Four things you need to know about the UMWA-Peabody/Patriot deal
The United Mine Workers of America has reached a settlement with Peabody Energy and Patriot Coal that will help to cover health care benefits for retired miners.
- Magnum Coal Company purchased certain Arch Coal operations in 2005
- Patriot Coal purchased Magnum Coal Company in 2008
- Patriot Coal was spun off from Peabody in 2007
- Patriot Chapter 11 bankruptcy reorganization on July 9, 2012
- In May of this year, a ruling allowed Patriot to quit paying health care benefits for retirees and established a VEBA account with initial Patriot contribution of $15 million
Here are four things you need to know about the new deal:
The agreement provides more than $400 million to provide health coverage for retirees affected by the bankruptcy of Patriot Coal.
The money will go into the Voluntary Employee Benefit Association or VEBA account.
Peabody will make payments totaling $310 million over the next four years, and proceeds will be applied to future retiree health care benefits.
Patriot has agreed to contribute $15 million to the VEBA in 2014, with up to an additional $60 million to be paid into the fund over the following three years.
The union has agreed to give up its 35 percent stock as part of this new deal.
UMWA was given 35 percent equity stake in Patriot in May as part of a ruling.

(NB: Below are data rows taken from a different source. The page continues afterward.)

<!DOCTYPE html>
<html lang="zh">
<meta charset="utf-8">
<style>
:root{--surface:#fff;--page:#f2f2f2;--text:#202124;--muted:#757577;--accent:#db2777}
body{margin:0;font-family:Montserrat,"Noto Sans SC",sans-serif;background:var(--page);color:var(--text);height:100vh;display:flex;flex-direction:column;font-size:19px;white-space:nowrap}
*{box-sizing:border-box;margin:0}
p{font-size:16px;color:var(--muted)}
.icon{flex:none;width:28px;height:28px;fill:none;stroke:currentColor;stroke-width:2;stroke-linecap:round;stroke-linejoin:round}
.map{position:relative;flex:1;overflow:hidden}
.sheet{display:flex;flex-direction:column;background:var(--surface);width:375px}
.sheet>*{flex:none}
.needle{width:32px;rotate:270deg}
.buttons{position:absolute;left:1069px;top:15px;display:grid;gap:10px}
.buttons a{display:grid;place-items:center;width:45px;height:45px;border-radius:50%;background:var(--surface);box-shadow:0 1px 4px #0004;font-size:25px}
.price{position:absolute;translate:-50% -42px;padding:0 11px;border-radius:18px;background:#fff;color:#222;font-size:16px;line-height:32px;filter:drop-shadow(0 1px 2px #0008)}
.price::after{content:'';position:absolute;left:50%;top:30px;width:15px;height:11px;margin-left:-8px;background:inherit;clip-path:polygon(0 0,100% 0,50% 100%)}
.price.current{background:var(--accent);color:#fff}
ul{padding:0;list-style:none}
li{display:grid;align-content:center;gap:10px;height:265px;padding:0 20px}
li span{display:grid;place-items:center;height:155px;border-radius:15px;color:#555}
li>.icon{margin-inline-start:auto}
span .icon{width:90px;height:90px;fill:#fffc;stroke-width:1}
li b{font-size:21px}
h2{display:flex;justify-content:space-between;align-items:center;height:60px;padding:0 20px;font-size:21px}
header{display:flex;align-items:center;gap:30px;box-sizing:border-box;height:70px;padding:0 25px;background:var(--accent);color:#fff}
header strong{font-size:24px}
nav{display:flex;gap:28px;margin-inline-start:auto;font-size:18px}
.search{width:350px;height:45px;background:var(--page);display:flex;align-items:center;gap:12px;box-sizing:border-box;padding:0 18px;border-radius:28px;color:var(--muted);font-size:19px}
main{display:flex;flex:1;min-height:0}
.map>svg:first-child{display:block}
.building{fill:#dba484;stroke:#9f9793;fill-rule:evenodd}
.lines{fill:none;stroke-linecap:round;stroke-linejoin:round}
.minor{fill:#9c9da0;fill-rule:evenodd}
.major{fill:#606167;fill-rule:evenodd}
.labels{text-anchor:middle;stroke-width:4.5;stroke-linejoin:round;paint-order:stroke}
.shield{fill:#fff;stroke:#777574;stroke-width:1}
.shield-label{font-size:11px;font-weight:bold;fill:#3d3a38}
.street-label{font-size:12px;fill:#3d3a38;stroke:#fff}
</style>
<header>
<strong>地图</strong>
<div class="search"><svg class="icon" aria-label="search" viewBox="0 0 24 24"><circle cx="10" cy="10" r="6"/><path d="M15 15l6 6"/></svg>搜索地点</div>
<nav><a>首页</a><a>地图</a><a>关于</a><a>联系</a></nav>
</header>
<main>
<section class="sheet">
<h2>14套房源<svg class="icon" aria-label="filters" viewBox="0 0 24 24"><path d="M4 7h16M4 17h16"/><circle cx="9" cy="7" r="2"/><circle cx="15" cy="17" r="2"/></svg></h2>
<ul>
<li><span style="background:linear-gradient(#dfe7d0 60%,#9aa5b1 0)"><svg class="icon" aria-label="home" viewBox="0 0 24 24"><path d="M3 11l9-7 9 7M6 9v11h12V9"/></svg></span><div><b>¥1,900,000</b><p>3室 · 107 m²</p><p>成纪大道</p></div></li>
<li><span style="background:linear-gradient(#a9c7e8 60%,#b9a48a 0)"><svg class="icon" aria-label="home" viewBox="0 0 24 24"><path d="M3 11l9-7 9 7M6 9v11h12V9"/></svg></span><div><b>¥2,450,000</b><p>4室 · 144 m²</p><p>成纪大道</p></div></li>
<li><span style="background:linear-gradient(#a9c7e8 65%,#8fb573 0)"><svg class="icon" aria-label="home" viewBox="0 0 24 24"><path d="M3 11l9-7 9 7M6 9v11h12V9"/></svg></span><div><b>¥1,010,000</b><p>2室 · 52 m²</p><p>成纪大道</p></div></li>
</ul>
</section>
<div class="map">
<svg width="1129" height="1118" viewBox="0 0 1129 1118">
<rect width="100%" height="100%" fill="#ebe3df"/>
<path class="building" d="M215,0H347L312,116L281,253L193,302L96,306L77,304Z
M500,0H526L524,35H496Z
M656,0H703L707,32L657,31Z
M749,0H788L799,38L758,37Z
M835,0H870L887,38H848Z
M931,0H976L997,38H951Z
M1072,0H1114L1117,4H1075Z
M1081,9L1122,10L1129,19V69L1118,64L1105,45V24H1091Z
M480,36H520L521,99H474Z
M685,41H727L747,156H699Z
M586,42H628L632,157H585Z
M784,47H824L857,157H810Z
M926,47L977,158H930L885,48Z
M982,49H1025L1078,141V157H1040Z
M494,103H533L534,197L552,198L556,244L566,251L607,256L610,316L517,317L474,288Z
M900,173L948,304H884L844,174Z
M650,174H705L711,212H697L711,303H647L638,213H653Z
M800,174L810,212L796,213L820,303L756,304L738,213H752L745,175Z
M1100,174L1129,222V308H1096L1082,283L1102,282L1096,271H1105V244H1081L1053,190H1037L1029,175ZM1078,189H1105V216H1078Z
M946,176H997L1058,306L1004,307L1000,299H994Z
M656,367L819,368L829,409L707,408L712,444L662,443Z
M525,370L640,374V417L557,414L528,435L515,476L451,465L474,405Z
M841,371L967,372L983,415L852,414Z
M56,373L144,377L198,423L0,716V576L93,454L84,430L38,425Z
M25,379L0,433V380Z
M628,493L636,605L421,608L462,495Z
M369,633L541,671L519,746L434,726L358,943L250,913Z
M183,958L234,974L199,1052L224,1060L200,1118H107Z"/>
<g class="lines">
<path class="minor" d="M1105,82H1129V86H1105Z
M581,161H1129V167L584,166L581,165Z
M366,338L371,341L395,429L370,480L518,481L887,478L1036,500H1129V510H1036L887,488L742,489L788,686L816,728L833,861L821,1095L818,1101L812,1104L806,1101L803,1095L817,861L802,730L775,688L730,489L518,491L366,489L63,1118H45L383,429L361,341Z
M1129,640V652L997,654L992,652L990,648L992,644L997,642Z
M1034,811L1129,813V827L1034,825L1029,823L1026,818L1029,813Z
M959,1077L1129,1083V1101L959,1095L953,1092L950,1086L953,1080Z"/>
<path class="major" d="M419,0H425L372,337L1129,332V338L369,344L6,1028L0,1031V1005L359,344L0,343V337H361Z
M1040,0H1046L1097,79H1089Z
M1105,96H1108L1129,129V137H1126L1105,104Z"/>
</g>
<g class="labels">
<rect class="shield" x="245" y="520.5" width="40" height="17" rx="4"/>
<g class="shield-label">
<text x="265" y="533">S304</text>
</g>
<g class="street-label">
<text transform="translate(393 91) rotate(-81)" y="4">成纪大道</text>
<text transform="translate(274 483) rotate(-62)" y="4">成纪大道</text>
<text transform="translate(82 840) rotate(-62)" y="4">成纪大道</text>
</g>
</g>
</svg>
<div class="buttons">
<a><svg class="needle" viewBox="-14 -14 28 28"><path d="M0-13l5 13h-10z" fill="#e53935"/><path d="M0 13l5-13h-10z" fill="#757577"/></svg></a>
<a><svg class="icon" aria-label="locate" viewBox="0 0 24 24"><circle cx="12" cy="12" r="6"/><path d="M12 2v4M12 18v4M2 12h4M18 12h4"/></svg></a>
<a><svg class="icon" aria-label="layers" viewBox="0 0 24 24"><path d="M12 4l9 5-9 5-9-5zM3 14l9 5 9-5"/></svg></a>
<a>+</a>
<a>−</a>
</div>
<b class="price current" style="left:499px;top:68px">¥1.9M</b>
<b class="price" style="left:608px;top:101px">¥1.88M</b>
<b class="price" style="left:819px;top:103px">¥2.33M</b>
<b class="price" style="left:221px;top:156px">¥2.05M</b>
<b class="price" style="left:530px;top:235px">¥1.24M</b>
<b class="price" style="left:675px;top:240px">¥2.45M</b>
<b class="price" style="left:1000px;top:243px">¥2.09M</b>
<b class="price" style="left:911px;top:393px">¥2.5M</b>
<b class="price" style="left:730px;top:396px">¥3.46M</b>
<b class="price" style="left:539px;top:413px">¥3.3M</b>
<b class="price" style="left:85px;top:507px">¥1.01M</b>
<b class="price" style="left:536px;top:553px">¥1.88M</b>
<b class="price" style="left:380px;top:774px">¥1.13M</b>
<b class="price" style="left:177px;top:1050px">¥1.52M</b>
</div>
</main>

The same ruling established the VEBA account.
UMWA continues to look to Congress to assist in securing additional funds for health care benefits.
Rep. David McKinley introduced a bill in the house that currently has 24 co-sponsors from both parties and a bill introduced by Sen. Jay Rockefeller currently has six co-sponsors.

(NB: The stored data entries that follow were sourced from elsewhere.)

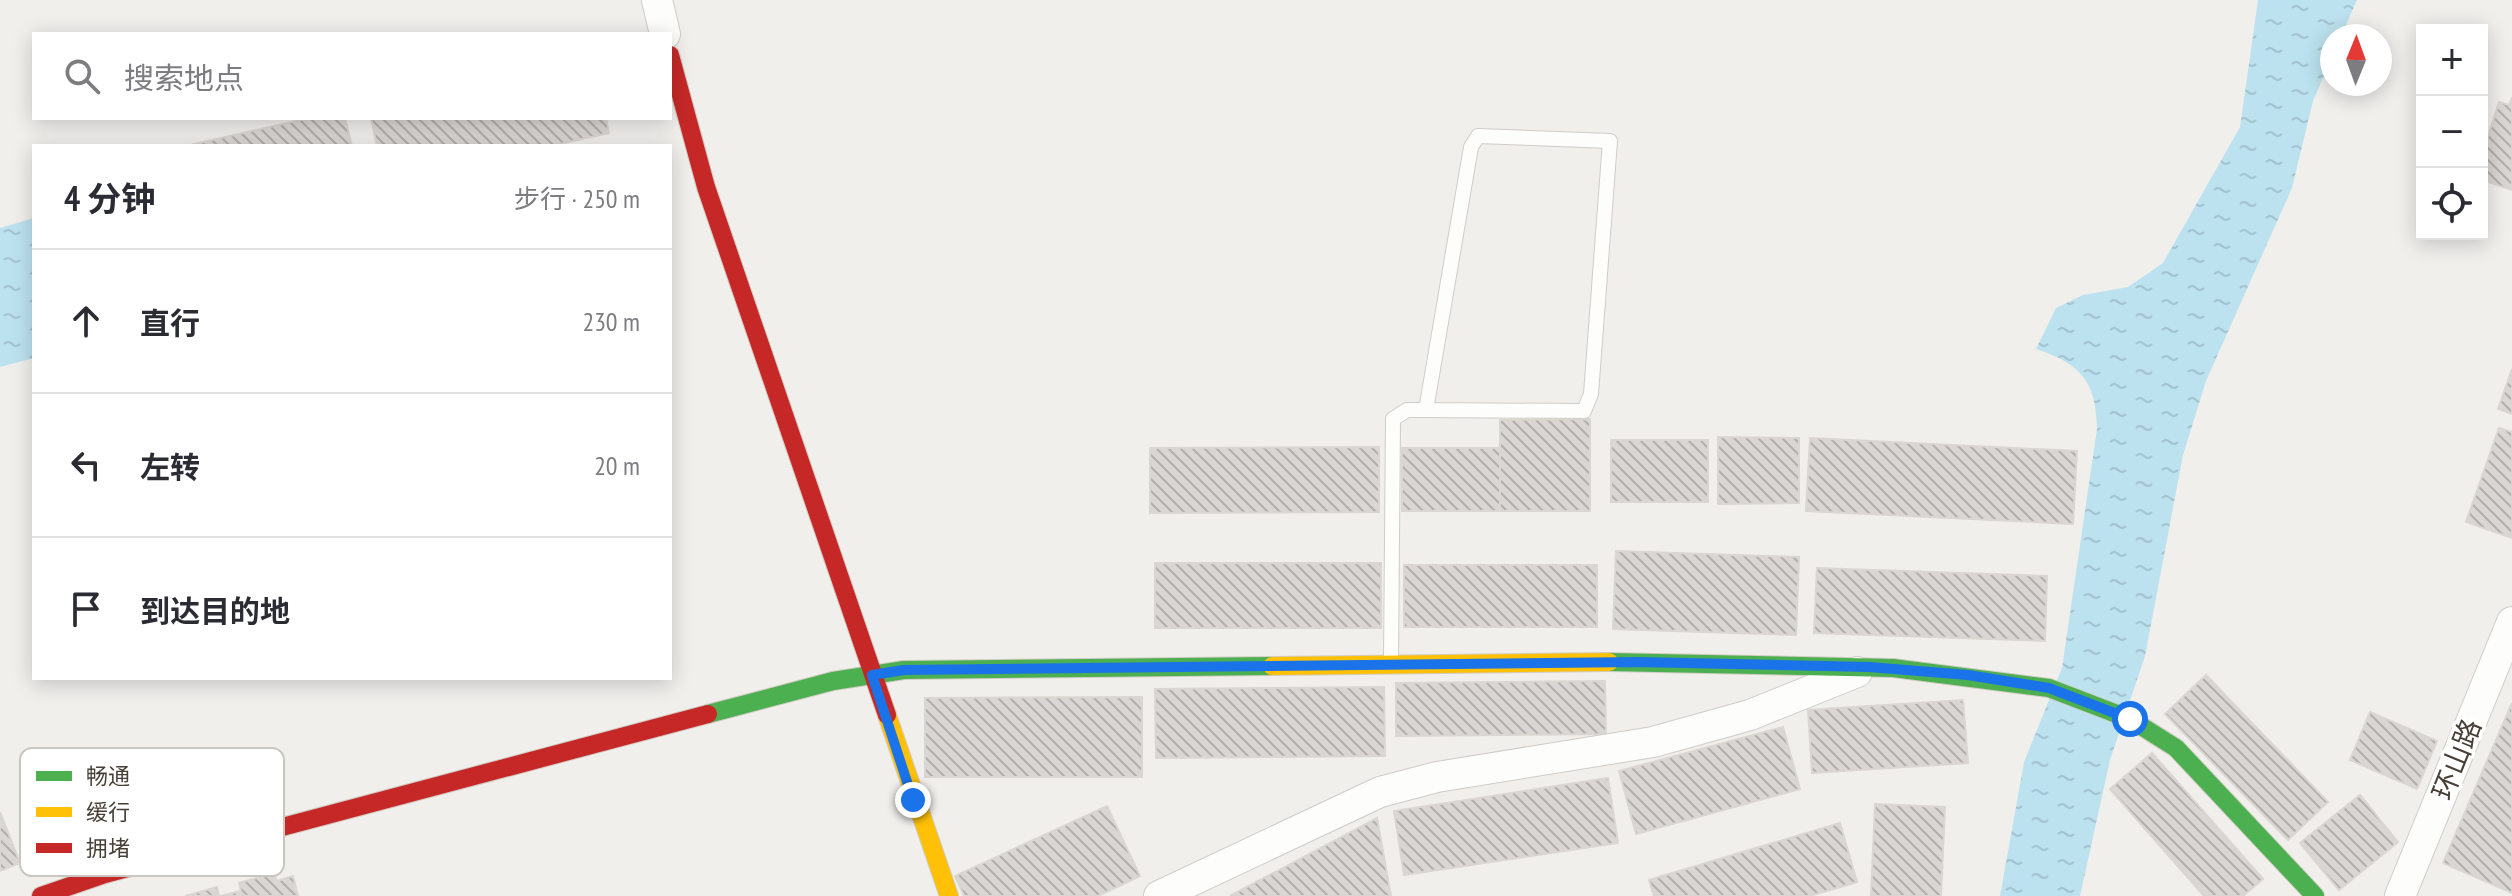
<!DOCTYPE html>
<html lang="zh">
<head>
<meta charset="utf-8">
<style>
  :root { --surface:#fff; --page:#f2f2f3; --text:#2b2b33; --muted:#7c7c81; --line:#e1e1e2 }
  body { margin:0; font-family:"PT Sans Narrow","Noto Sans SC",sans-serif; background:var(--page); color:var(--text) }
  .controls { position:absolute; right:24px; top:24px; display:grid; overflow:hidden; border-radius:0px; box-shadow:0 4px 20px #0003 }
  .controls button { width:72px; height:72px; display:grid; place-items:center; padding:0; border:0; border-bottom:2px solid var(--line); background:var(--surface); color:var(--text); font:40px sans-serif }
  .compass { position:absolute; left:2320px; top:24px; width:72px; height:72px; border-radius:50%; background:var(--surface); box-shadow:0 4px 20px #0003; rotate:1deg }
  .stop { position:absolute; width:24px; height:24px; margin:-18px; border:6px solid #1a73e8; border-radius:50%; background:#fff }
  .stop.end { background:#1a73e8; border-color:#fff; box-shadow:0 2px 8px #0008 }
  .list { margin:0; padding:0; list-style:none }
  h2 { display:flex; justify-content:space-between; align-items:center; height:104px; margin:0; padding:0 32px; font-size:34px }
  h2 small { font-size:26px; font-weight:400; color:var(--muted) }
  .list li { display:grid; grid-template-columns:52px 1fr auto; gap:24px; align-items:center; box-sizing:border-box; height:144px; padding:0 32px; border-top:2px solid var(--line) }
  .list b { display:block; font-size:30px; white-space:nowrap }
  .list em { font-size:26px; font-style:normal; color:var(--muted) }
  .icon { flex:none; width:44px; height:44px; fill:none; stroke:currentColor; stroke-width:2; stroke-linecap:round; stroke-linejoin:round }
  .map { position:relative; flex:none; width:2512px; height:896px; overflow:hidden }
  .search { position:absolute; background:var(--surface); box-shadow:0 4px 20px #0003; left:32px; top:32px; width:640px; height:88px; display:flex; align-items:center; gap:20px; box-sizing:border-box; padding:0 28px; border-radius:0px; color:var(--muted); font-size:30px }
  .panel { position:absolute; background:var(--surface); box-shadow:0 4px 20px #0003; left:32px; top:144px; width:640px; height:536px; border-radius:0px }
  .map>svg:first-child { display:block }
  .water { fill:url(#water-ripples) }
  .building { fill:url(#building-back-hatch); stroke:#dad6d1; stroke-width:2 }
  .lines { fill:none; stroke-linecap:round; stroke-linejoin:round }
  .lane-casing { stroke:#cfccc9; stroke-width:16 }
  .street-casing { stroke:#cfccc9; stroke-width:32 }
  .fast-casing { stroke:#d2ccc4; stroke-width:20 }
  .slow-casing { stroke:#d2ccc4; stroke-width:20 }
  .jam-casing { stroke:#d2ccc4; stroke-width:20 }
  .lane { stroke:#fdfdfc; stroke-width:14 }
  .street { stroke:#fdfdfc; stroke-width:30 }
  .fast { stroke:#4caf50; stroke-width:18 }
  .slow { stroke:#ffc107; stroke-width:18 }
  .jam { stroke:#c62828; stroke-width:18 }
  .route { stroke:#1a73e8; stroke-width:10 }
  .labels { text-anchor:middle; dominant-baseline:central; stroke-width:7; stroke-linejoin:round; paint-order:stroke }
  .street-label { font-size:28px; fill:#483f37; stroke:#fff }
  .key { fill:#fff; stroke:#c8c5c3; stroke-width:2 }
  .key-label { font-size:22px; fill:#483f37 }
</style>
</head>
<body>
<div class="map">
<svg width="2512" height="896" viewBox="0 0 2512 896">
  <defs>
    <pattern id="water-ripples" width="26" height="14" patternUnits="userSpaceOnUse" patternTransform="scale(2)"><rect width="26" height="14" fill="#bce2ef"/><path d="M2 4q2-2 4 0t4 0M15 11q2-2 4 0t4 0" fill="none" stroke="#a3c3ce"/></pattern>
    <pattern id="building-back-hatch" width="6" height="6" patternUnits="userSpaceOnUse" patternTransform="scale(2)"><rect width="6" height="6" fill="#d9d6d3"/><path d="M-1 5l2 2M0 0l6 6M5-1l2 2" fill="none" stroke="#b2afac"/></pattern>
  </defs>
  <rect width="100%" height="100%" fill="#f1efec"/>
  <g class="water">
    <path d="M2258,0H2357L2341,36H2332V57L2313,101L2292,188L2206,381L2183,455L2145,656L2110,760L2080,896H2000L2024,762L2062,668L2097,429C2096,381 2081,364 2036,349L2056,308L2083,295L2128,287L2163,263L2240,127Z"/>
    <polygon points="34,218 34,358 0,367 0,228"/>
  </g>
  <g class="building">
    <polygon points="2512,97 2512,190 2482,180 2482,155 2499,102 2509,105"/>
    <polygon points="309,118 345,118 352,146 186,146"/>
    <polygon points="371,118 606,118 609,133 551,146 377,146"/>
    <polygon points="2512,369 2512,414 2498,409"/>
    <polygon points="1590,419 1590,511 1500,511 1500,420"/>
    <polygon points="2499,428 2512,432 2512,538 2466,522"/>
    <polygon points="1718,437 1799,438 1799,503 1718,504"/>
    <polygon points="1810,438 2077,451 2073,524 1806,511"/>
    <rect x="1611" y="440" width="97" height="62"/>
    <polygon points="1379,447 1379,512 1150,513 1150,448"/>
    <rect x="1402" y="448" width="98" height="63"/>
    <polygon points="1616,551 1799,557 1796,635 1613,629"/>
    <rect x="1155" y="563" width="226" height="65"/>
    <rect x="1404" y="565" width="193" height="62"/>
    <polygon points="1817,568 2047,576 2045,641 1814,633"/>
    <polygon points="2206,675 2328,802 2288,840 2165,714"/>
    <polygon points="1605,681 1606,734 1396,736 1396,683"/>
    <polygon points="1384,687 1385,756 1156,758 1155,689"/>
    <polygon points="1142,697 1142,777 925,777 925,698"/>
    <polygon points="1963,700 1968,763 1812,773 1808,710"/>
    <polygon points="2512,703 2512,893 2443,863"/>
    <polygon points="2370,712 2437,741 2417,789 2350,760"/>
    <polygon points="1783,727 1800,789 1636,834 1619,771"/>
    <polygon points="2152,753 2263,879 2243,896 2204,896 2110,789"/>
    <polygon points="1608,778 1618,843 1404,875 1394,811"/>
    <polygon points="2360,795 2398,842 2339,890 2300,843"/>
    <polygon points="1875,804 1945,807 1941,896 1871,896"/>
    <polygon points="1107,806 1140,876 1098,896 964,896 955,876"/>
    <polygon points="0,812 20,863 0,871"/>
    <polygon points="1377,818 1391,896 1230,896"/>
    <polygon points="1840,823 1857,882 1810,896 1654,896 1649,880"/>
    <polygon points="274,873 277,881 293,876 298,896 220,896 241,891 239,883"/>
    <polygon points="217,887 219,896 185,896"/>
  </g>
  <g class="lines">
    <defs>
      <polyline id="lane" points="1391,661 1393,419 1407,410 1426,410 1584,411 1591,394 1610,141 1478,136 1471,147 1426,410"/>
      <g id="street">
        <polyline points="657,0 665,34"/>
        <polyline points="1159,896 1380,792 1437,777 1653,742 1750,715 1857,672"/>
        <polyline points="2400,896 2512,622"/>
      </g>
      <g id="fast">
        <polyline points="1609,662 1893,668 2049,688 2130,719 2176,748 2315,896"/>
        <polyline points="708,714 833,681 904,670 1272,666"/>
      </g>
      <g id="slow">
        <polyline points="1272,666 1609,662"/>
        <polyline points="887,715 949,896"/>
      </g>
      <g id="jam">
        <polyline points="670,55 706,187 887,715"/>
        <polyline points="41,896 105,874 708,714"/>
      </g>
    </defs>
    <use href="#lane" class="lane-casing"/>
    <use href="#street" class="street-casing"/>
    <use href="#fast" class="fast-casing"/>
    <use href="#slow" class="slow-casing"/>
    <use href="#jam" class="jam-casing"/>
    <use href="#lane" class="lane"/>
    <use href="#street" class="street"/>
    <use href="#fast" class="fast"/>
    <use href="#slow" class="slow"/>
    <use href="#jam" class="jam"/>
  </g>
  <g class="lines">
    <polyline class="route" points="913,800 872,675 904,670 1638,662 1869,667 1968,675 2049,688 2130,719"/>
  </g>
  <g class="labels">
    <g class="street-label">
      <text transform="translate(2456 759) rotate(-68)">环山路</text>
    </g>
  </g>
  <rect x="20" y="748" width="264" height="128" rx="12" class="key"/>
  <rect x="36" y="771" width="36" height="10" fill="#4caf50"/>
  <rect x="36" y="807" width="36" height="10" fill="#ffc107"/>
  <rect x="36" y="843" width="36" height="10" fill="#c62828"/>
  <g class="key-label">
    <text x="86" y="784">畅通</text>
    <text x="86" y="820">缓行</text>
    <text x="86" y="856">拥堵</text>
  </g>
</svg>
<div class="controls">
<button>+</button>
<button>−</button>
<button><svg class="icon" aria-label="locate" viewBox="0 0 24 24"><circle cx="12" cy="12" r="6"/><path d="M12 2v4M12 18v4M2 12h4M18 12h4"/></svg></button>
</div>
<svg class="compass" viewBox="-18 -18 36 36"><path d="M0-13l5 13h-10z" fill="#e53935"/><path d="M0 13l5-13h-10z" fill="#7c7c81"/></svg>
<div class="stop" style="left:2130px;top:719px"></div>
<div class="stop end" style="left:913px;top:800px"></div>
<div class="search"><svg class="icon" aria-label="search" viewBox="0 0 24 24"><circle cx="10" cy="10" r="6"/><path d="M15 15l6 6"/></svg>搜索地点</div>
<section class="panel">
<h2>4 分钟<small>步行 · 250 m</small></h2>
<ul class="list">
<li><svg class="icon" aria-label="ahead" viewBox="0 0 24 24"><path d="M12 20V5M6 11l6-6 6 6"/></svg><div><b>直行</b></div><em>230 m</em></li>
<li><svg class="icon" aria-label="left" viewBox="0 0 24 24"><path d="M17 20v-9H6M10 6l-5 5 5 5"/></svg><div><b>左转</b></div><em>20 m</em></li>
<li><svg class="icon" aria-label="arrive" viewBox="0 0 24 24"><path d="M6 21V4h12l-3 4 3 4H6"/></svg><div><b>到达目的地</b></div></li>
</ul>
</section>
</div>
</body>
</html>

UMWA is still hoping to come to an agreement with Arch Coal, another company that formed Patriot.
Patriot has reached a final deal with Arch Coal. According to a release, Patriot will receive $5 million in cash and a release of a $16 million letter of credit posted in Arch's name as part of the deal.
In a release issued just after midnight Thursday morning, UMWA president Cecil E. Roberts said he was pleased.
"This is a significant amount of money that will help maintain health care for thousands of retirees who earned those benefits though years of labor in America's coal mines," Roberts said.
"This settlement will also help Patriot emerge from bankruptcy and continue to provide jobs for our members and~thousands of others in West Virginia and Kentucky."
Patriot President and Chief Executive Officer Bennett K. Hatfield echoed the union's satisfaction.
"I am pleased that we have been able to reach agreements that provide the UMWA with hundreds of million of dollars in retiree healthcare funding," Hatifield said.
"The best result for the UMWA and its members is for Patriot to emerge from bankruptcy as a healthy company that will continue to provide jobs and benefits, and we are now on track to achieve that goal."
This deal still needs approval by federal bankruptcy judge Kathy Surratt-States. The judge is expected to make that decision early next month.